For the purposes of this blog, I cloned my MongoDB instance from the Ubiquiti controller onto a separate server. For a real-life example then we’d use the live controller itself – since working against a clone means that any new changes to the data (such as new access points being created) won’t be available to us.
You can use a tool such as Robo 3T to explore the data that Ubiqiuti has within it:
Setting up Debezium to stream the data from MongoDB is straightforward – you can follow the steps in this guide. After doing it, you’ll have a bunch of Kafka topics, each reflecting the data in each of the MongoDB collections. The two that we’re interested in for this article are:
- device – metadata for access points
- user – metadata for user devices (i.e. stuff that connects to the access points—phones, computers, etc)
Let’s take a look at the data we’ve brought in, using KSQL. Create a stream over the inbound Device data topic (which is metadata about the access points), and use the EXTRACTJSONFIELD function to show specific fields:
ksql> CREATE STREAM DEVICE_RAW (after VARCHAR) WITH (KAFKA_TOPIC='ubnt.ace.device',VALUE_FORMAT='AVRO');
ksql> SELECT EXTRACTJSONFIELD(after,'$.name'),EXTRACTJSONFIELD(after,'$.ip') FROM DEVICE_RAW;
Unifi AP - Study | 192.168.10.68
Unifi AP - Attic | 192.168.10.67
ubnt.moffatt.me | 77.102.5.159
Unifi AP - Pantry | 192.168.10.71
Now let’s declare all the columns of interest in our schema, and using CREATE STREAM AS SELECT (“CSAS”) generate an Avro topic based on the source stream.

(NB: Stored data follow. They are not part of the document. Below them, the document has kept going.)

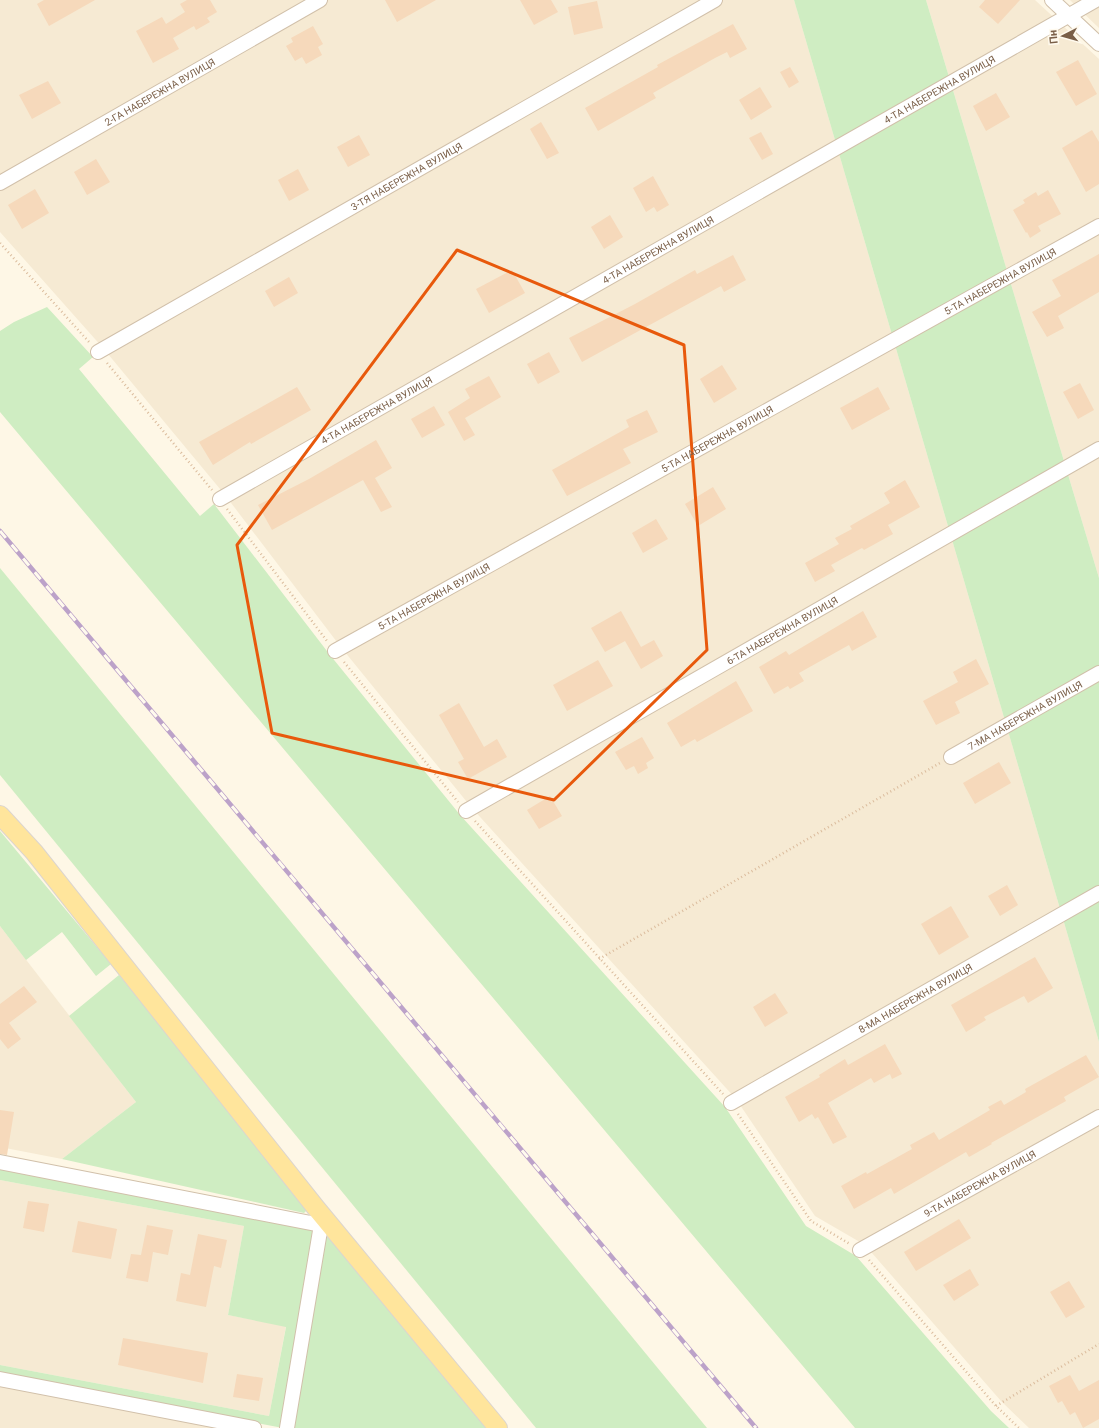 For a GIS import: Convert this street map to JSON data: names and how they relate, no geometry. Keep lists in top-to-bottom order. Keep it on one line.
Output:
{"streets":{"street":["4-ТА НАБЕРЕЖНА ВУЛИЦЯ","2-ГА НАБЕРЕЖНА ВУЛИЦЯ","3-ТЯ НАБЕРЕЖНА ВУЛИЦЯ","5-ТА НАБЕРЕЖНА ВУЛИЦЯ","6-ТА НАБЕРЕЖНА ВУЛИЦЯ","7-МА НАБЕРЕЖНА ВУЛИЦЯ","8-МА НАБЕРЕЖНА ВУЛИЦЯ","9-ТА НАБЕРЕЖНА ВУЛИЦЯ"]},"north":"left"} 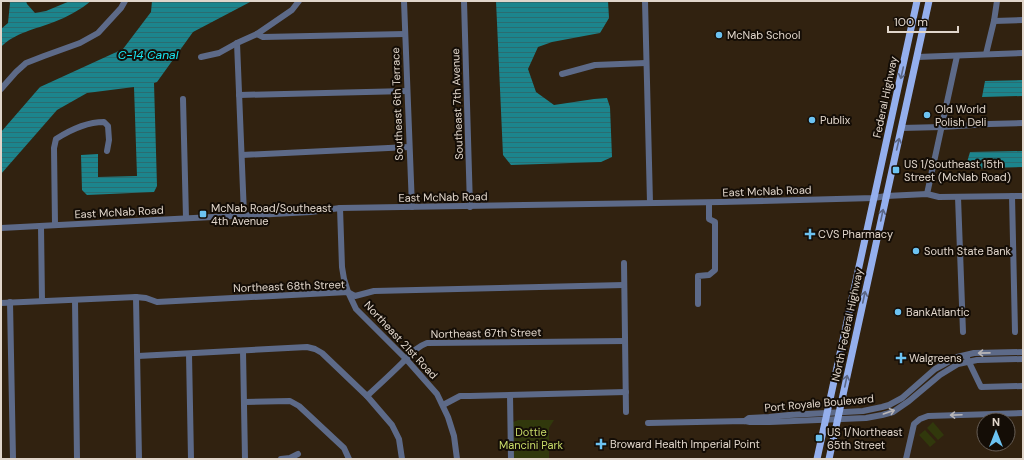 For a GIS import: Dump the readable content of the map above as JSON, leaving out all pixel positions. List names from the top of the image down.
{
  "streets": {
    "main road": ["Federal Highway", "North Federal Highway"],
    "street": [
      "Southeast 6th Terrace",
      "Southeast 7th Avenue",
      "East McNab Road",
      "Northeast 68th Street",
      "Northeast 67th Street",
      "Northeast 21st Road",
      "Port Royale Boulevard"
    ]
  },
  "crossings": [
    ["Federal Highway", "East McNab Road"],
    ["Federal Highway", "North Federal Highway"],
    ["Southeast 6th Terrace", "East McNab Road"],
    ["Southeast 7th Avenue", "East McNab Road"],
    ["East McNab Road", "North Federal Highway"],
    ["East McNab Road", "Northeast 21st Road"],
    ["Northeast 68th Street", "Northeast 21st Road"],
    ["North Federal Highway", "Port Royale Boulevard"],
    ["Northeast 67th Street", "Northeast 21st Road"]
  ],
  "water": ["C-14 Canal"],
  "parks": ["Dottie Mancini Park"],
  "places": {
    "other": [
      "McNab School",
      "Old World Polish Deli",
      "Publix",
      "South State Bank",
      "BankAtlantic"
    ],
    "transit": ["US 1/Southeast 15th Street (McNab Road)", "McNab Road/Southeast 4th Avenue", "US 1/Northeast 65th Street"],
    "health": ["CVS Pharmacy", "Walgreens", "Broward Health Imperial Point"]
  },
  "scale_bar": "100 m",
  "north": "top"
} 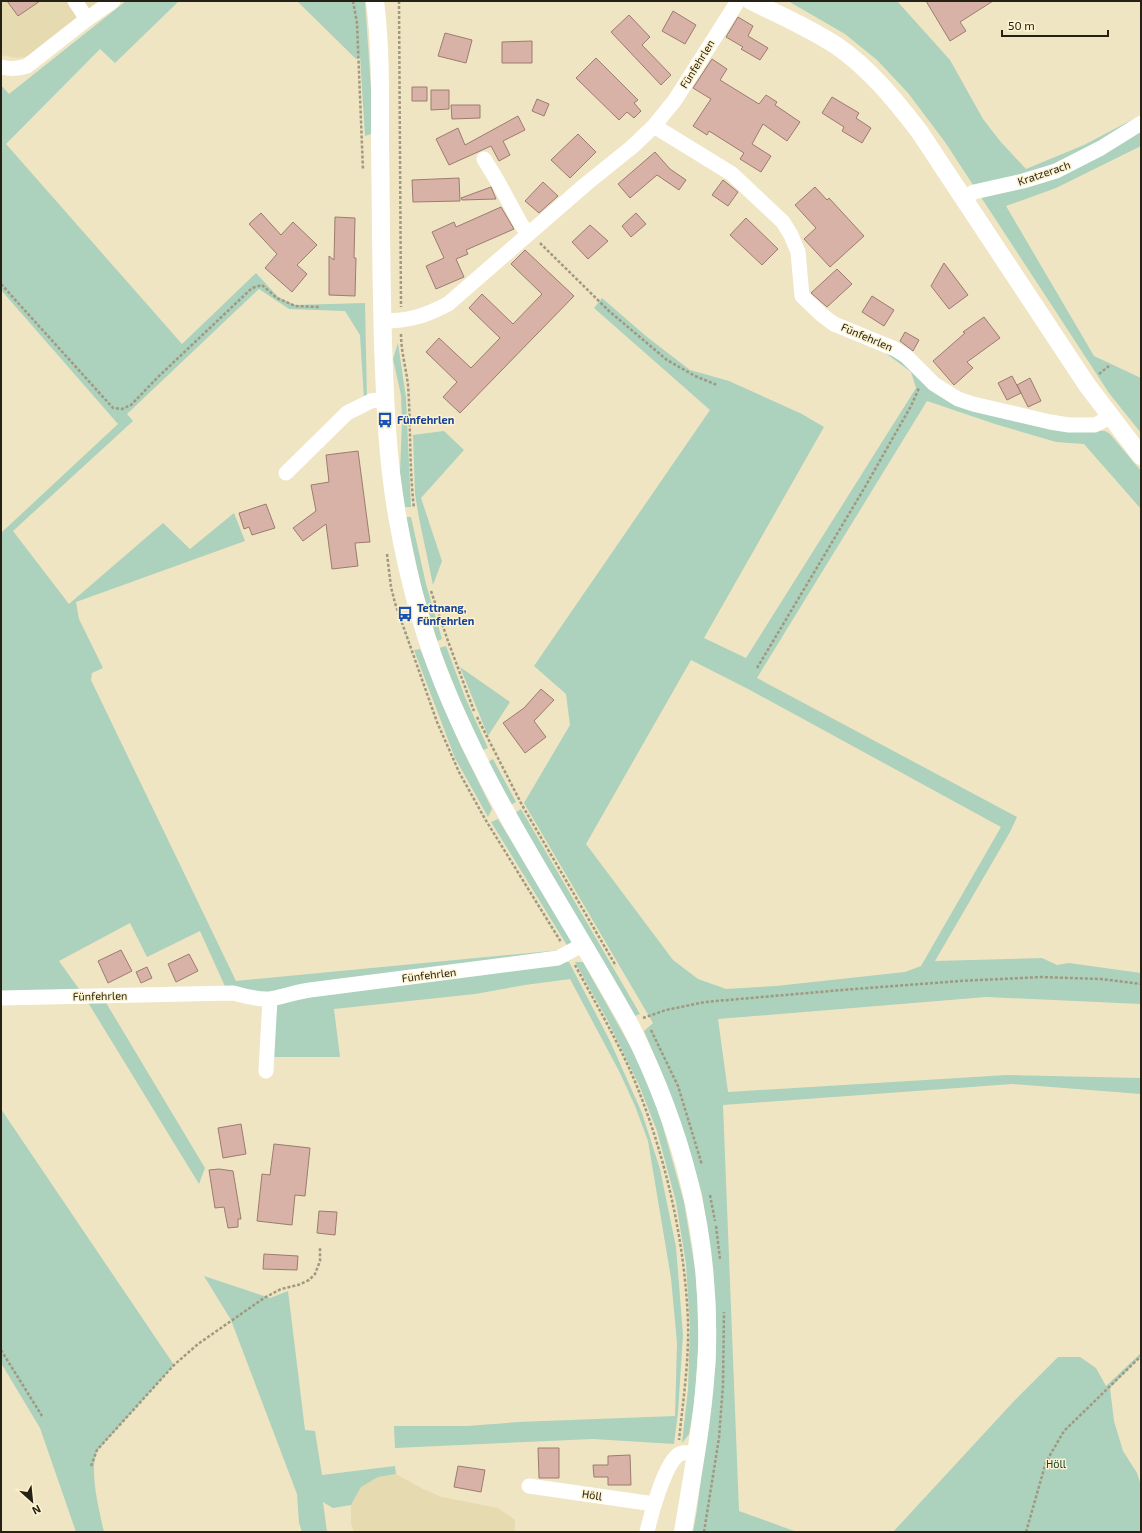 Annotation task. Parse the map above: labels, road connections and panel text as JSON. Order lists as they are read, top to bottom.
{
  "streets": {
    "street": ["Fünfehrlen", "Kratzerach", "Höll"]
  },
  "parks": ["Höll"],
  "places": {
    "bus stop": ["Fünfehrlen", "Tettnang, Fünfehrlen"]
  },
  "scale_bar": "50 m",
  "north": "bottom right"
}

This resulting topic will hold not only the transformed data that’s currently on the source topic from MongoDB, but also any subsequent changes to that data.
ksql> CREATE STREAM UBNT_DEVICE_SRC AS \
SELECT EXTRACTJSONFIELD(after,'$._id') as id, \
EXTRACTJSONFIELD(after,'$.name') as name, \
EXTRACTJSONFIELD(after,'$.ip') as ip, \
EXTRACTJSONFIELD(after,'$.mac') as mac, \
EXTRACTJSONFIELD(after,'$.model') as model, \
EXTRACTJSONFIELD(after,'$.version') as version \
FROM DEVICE_RAW;
ksql> SELECT id, name, ip, mac, model, version FROM UBNT_DEVICE_SRC;
{"$oid":"58385328e4b001431e4e497a"} | Unifi AP - Study | 192.168.10.68 | xx:xx:xx:xx:xx:xx | BZ2 | 3.7.40.6115
{"$oid":"583854cde4b001431e4e4982"} | Unifi AP - Attic | 192.168.10.67 | xx:xx:xx:xx:xx:xx | BZ2 | 3.7.40.6115
{"$oid":"58b3fb48e4b0b79e50242621"} | ubnt.moffatt.me | 77.102.5.159 | xx:xx:xx:xx:xx:xx | UGW3 | 4.3.34.4943823
{"$oid":"58b406f1e4b0e334d74c46e4"} | Unifi AP - Pantry | 192.168.10.71 | xx:xx:xx:xx:xx:xx | U7PG2 | 3.7.40.6115
Because we want to join this data (which is, in effect, reference data) we need to ensure that the topic’s messages are keyed on the column on which we want to join, which is the IP address.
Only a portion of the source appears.